En outre, le speaker de l’Assemblée nationale a éclairé qu’un consensus au sein de sa Chambre  entre la majorité et l’opposition ayant permis de voter la proposition de loi organique sur la CENI.  «Nous avons conçu un consensus au sein de l’Assemblée nationale, entre la majorité parlementaire et l’opposition, cela nous a permis de voter la proposition de loi organique qui a été promulguée par le chef de l’Etat. Nous sommes au stade de l’application. Les composantes reconnues par la loi et qui ont obtenu un quota au sein de la CENI, nous leur avons demandé de déposer les dossiers qui sont examinés en commission. Quant aux composantes qui n’ont pas déposé les noms de leurs délégués, leur quota restera vacant», fait-il savoir.

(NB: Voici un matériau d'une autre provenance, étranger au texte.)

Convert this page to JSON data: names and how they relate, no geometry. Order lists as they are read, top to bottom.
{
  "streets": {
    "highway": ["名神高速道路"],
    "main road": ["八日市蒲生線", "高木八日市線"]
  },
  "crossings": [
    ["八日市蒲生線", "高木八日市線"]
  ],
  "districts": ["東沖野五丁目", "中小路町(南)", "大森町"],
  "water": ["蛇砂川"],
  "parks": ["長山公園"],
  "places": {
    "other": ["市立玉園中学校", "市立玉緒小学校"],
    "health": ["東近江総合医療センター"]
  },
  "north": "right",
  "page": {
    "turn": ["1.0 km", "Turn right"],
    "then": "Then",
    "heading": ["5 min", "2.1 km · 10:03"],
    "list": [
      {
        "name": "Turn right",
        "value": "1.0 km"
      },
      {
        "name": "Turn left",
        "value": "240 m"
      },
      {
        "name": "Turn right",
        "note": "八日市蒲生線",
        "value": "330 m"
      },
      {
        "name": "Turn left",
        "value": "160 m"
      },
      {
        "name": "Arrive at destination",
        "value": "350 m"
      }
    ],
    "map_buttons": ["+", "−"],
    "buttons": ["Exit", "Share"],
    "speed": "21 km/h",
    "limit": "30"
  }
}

Par ailleurs, le speaker de la Chambre basse du parlement  a rappelé que le bureau a accordé deux fois des délais supplémentaires aux confessions religieuses. «Elles vont se concerter, certainement le Saint-Esprit va les inspirer pour qu’elles parviennent à une solution. Que le peuple soit calme et surtout ne suive pas ceux qui ont mis en place la stratégie du pourrissement et du blocage. Il faut que les confessions religieuses parviennent à une solution parce que la question électorale est un enjeu majeur, chacun doit s’impliquer. C’est par là que les hommes politiques entrent sur la scène politique. On va tenir compte de toutes les opinions, mais nous allons travailler dans la légalité », a rassuré Mboso.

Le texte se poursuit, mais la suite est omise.